En la casa de las Madres comenzó con un taller literario con el que empezó a escribir cuentos infantiles, que tienen como protagonistas a animales e insectos, aquellos de su infancia en Mendoza. Allí también hizo un curso de serigrafía que utilizó para realizar cosas para las Madres. “Yo siempre había querido ser voluntaria en algo, elegí pintar escuelas los sábados. Allí conocí otras luchas como las de la gente que no tenía viviendas y armaron cooperativas. A mí siempre me gustó hacer cosas manuales como títeres y disfraces”, asegura.
Dante y Héctor, padre e hijo
“Al principio nosotras no estábamos de acuerdo con recibir los restos de los que fueron identificados por solidaridad con aquellos que nunca van a ser encontrados.
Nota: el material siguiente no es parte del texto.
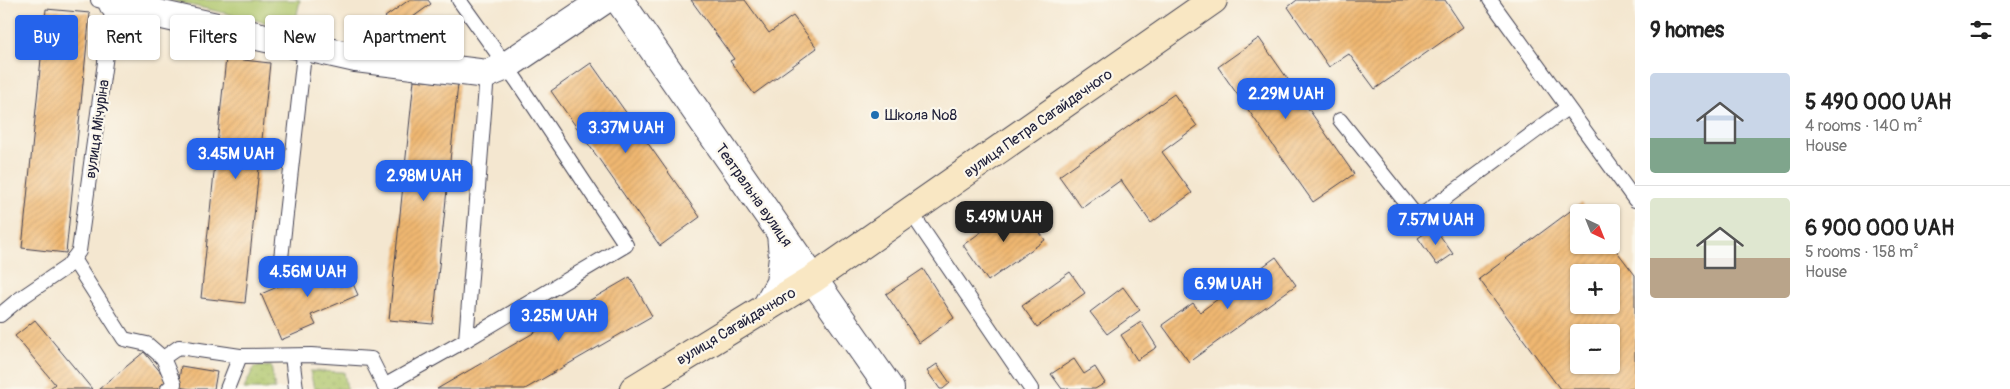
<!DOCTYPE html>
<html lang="en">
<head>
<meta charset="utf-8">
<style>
	:root { --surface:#fff; --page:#f6f6f6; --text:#222; --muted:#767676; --line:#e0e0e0; --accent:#2563eb }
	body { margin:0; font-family:Pangolin,sans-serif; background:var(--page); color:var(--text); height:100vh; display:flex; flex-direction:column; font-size:19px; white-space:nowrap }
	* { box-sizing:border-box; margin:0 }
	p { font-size:16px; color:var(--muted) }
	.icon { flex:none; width:28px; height:28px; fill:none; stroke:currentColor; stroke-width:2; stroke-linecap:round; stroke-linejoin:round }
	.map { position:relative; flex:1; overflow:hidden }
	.side { display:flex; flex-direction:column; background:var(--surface); width:375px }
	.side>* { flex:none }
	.guide { position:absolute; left:15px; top:15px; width:475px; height:45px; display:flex; gap:10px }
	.needle { width:32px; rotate:137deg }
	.fabs { position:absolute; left:1570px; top:204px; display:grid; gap:10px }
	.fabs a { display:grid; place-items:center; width:50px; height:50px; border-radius:5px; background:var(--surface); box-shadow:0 1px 4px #0004; font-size:25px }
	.price { position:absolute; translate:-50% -42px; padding:0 11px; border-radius:10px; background:var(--accent); color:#fff; font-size:16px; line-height:32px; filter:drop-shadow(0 1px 2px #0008) }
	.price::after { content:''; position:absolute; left:50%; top:30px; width:15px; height:11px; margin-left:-8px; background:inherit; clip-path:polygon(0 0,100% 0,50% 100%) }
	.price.on { background:#222; color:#fff }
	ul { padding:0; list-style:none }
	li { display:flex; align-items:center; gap:15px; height:125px; padding:0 15px }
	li+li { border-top:1px solid var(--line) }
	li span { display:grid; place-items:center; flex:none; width:140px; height:100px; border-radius:5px; color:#555 }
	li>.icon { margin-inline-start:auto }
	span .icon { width:60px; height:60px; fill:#fffc; stroke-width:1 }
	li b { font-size:21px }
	h2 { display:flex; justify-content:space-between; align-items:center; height:60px; padding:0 15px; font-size:21px }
	.chip { padding:0 18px; border-radius:5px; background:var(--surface); box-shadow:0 1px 4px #0004; font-size:18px; line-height:45px }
	.chip.on { background:var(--accent); color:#fff }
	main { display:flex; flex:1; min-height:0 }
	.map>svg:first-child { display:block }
	.grass { fill:url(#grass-dots); stroke:#687454 }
	.park { fill:#afc66c; stroke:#687454 }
	.building { fill:url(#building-hatch); fill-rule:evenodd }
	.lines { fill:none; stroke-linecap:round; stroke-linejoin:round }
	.service-casing { stroke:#424051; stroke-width:16 }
	.minor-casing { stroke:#424051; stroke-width:30 }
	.tertiary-casing { stroke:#424051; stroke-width:30 }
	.secondary-casing { stroke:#424051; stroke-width:30 }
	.service { stroke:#fff; stroke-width:14 }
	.minor { stroke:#fff; stroke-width:28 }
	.tertiary { stroke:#fff; stroke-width:28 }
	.secondary { stroke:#f9e7c3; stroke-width:28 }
	.poi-dot { fill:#1f6fb2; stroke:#fbf7ec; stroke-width:2 }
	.labels { text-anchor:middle; stroke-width:4.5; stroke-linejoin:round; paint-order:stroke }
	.poi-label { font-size:15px; fill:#22223b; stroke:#fbf7ec; text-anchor:start }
	.street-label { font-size:15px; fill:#22223b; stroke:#fbf7ec }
</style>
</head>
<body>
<main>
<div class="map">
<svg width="1635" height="389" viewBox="0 0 1635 389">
	<defs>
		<pattern id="grass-dots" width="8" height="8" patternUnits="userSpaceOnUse" patternTransform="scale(1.25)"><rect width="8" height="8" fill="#afc66c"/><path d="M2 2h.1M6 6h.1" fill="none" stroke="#96aa5e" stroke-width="1.8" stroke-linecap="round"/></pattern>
		<pattern id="building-hatch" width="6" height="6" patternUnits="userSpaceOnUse" patternTransform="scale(1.25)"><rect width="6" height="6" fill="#efb771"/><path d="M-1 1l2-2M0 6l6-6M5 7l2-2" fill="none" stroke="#cd9d63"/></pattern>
	</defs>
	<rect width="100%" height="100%" fill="#fbf7ec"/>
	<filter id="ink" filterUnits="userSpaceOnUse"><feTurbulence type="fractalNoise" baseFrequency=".02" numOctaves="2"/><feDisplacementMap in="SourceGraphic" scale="10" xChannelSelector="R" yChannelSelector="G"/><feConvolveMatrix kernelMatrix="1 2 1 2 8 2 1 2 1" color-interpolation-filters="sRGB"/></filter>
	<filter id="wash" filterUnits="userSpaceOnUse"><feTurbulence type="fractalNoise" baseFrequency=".0096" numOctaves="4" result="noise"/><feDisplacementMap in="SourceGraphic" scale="20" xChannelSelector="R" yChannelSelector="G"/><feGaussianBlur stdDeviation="1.12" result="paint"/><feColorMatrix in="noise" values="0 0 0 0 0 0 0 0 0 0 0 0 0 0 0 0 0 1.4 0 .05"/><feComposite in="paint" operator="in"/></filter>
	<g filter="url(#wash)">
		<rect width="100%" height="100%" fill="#f4e7d0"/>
		<g class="grass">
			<polygon points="271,366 275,389 244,389 254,367"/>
			<polygon points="310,371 344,372 347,389 314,389"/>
		</g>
		<polygon class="park" points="168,0 300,0 294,29"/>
		<g id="blocks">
			<g class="building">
				<polygon points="409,0 428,0 431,4 395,30 385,17"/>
				<polygon points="691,0 745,0 769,33 793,16 817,48 754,94 730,61 734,59"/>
				<polygon points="1297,0 1445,0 1463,27 1375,89 1349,54 1329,67 1288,7"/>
				<polygon points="46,9 90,13 66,253 22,248"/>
				<polygon points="1259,38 1354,174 1313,202 1218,67"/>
				<polygon points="226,58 270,63 245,303 201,298"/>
				<polygon points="591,63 700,217 660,246 551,91"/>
				<polygon points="414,80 458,84 433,324 389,320"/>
				<polygon points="1174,94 1197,126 1162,152 1192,193 1151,223 1121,180 1082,208 1059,176"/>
				<path d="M1581,203l7,9h-9v33h33l23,30v114h-75l-81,-110zM1579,272h32v33h-32zM1579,332h32v33h-32z"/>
				<polygon points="1020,204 1045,240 988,281 963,245"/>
				<polygon points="1434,227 1453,254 1437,265 1418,238"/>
				<polygon points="1276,257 1296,285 1189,362 1162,325 1193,303 1200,312"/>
				<polygon points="342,259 358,295 311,315 316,325 281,340 261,294"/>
				<polygon points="923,269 954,318 919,343 886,294"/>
				<polygon points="1070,272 1085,293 1037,327 1022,306"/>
				<polygon points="630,277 652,316 525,389 437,389"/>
				<polygon points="1123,287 1140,310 1107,334 1090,312"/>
				<polygon points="35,320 92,389 49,389 55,384 15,336"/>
				<polygon points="1141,322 1157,347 1137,360 1121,335"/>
				<polygon points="144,352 167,380 157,389 99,389"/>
				<polygon points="1074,359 1084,374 1095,367 1105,383 1095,389 1062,389 1051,374"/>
				<polygon points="937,364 950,383 943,389 940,389 927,371"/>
				<polygon points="181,366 217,372 214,389 190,389 178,387"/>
			</g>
		</g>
	</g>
	<g filter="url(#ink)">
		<use href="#blocks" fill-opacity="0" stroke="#424051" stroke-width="1"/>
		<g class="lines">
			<defs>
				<g id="service">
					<polyline points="459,0 517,81 626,245 466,340"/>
					<polyline points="1490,0 1635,200"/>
					<polyline points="1340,120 1418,218 1567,108"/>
					<polyline points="910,211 1031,389"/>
					<polyline points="73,259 124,339 147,344 163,358 179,347 240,356 311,355 371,359 386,389"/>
					<polyline points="279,276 305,46"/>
					<polyline points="0,315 18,300 68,266 79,251 113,4 98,0"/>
					<polyline points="292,356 296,389"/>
					<polyline points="163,358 174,384 168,389"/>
					<polyline points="384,386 466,340 487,74"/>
					<polyline points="227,389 240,356"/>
				</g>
				<g id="minor">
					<polyline points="113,4 356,58 487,74 506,66 604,0"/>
					<polyline points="813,279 890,389"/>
				</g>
				<g id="tertiary">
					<polyline points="619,0 813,279"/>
					<polyline points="765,309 780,283 783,257 781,233"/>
				</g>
				<polyline id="secondary" points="634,389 813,279 1213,0"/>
			</defs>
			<use href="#service" class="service-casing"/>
			<use href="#minor" class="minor-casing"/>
			<use href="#tertiary" class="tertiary-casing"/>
			<use href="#secondary" class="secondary-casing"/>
			<use href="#service" class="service"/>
			<use href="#minor" class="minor"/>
			<use href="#tertiary" class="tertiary"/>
			<use href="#secondary" class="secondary"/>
		</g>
	</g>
	<circle class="poi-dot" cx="875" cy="115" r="5"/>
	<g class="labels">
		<g class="poi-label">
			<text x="885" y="120">Школа №8</text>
		</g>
		<g class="street-label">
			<text transform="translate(1038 123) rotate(-35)" y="5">вулиця Петра Сагайдачного</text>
			<text transform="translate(97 129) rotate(-82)" y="5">вулиця Мічуріна</text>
			<text transform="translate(754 195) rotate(55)" y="5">Театральна вулиця</text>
			<text transform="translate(736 326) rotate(-31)" y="5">вулиця Сагайдачного</text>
		</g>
	</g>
</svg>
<div class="fabs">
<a><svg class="needle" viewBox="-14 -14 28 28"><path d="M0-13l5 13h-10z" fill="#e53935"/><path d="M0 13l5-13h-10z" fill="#767676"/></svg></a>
<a>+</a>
<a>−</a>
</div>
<b class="price" style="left:1286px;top:120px">2.29M UAH</b>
<b class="price" style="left:626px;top:154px">3.37M UAH</b>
<b class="price" style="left:236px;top:180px">3.45M UAH</b>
<b class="price" style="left:424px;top:202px">2.98M UAH</b>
<b class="price on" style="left:1004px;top:243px">5.49M UAH</b>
<b class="price" style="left:1436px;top:246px">7.57M UAH</b>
<b class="price" style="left:308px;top:298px">4.56M UAH</b>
<b class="price" style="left:1228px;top:310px">6.9M UAH</b>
<b class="price" style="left:559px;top:342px">3.25M UAH</b>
<div class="guide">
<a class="chip on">Buy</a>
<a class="chip">Rent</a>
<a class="chip">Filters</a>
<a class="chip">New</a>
<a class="chip">Apartment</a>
</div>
</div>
<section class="side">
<h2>9 homes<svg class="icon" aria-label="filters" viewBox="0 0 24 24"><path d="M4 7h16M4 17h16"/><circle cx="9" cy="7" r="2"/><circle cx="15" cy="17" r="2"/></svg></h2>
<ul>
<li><span style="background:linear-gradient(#c9d6e8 65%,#7fa58c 0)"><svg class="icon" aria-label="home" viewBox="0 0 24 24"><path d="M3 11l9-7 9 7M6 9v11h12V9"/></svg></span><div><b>5 490 000 UAH</b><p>4 rooms · 140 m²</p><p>House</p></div></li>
<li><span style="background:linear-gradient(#dfe7d0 60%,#b9a48a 0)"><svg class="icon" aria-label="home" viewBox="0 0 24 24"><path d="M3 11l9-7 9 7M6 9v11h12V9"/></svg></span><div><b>6 900 000 UAH</b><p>5 rooms · 158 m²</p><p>House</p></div></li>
</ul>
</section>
</main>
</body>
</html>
Pero los chicos crecieron y si quieren saber sobre sus familiares tienen derecho”, dice. Los restos de Dante fueron encontrados en el sector 134 del Cementerio de Avellaneda, los de Héctor aún no. Según se pudo reconstruir por algunos testimonios, Dante y Héctor fueron vistos en el Centro Clandestino de Detención El Vesubio, de La Matanza. “Yo no me voy a reconciliar nunca con los asesinos por lo que hicieron con mi familia”, manifiesta Tota. Lo que no dice es que nunca va a dejar de ser un ejemplo de militancia y lucha para las generaciones venideras.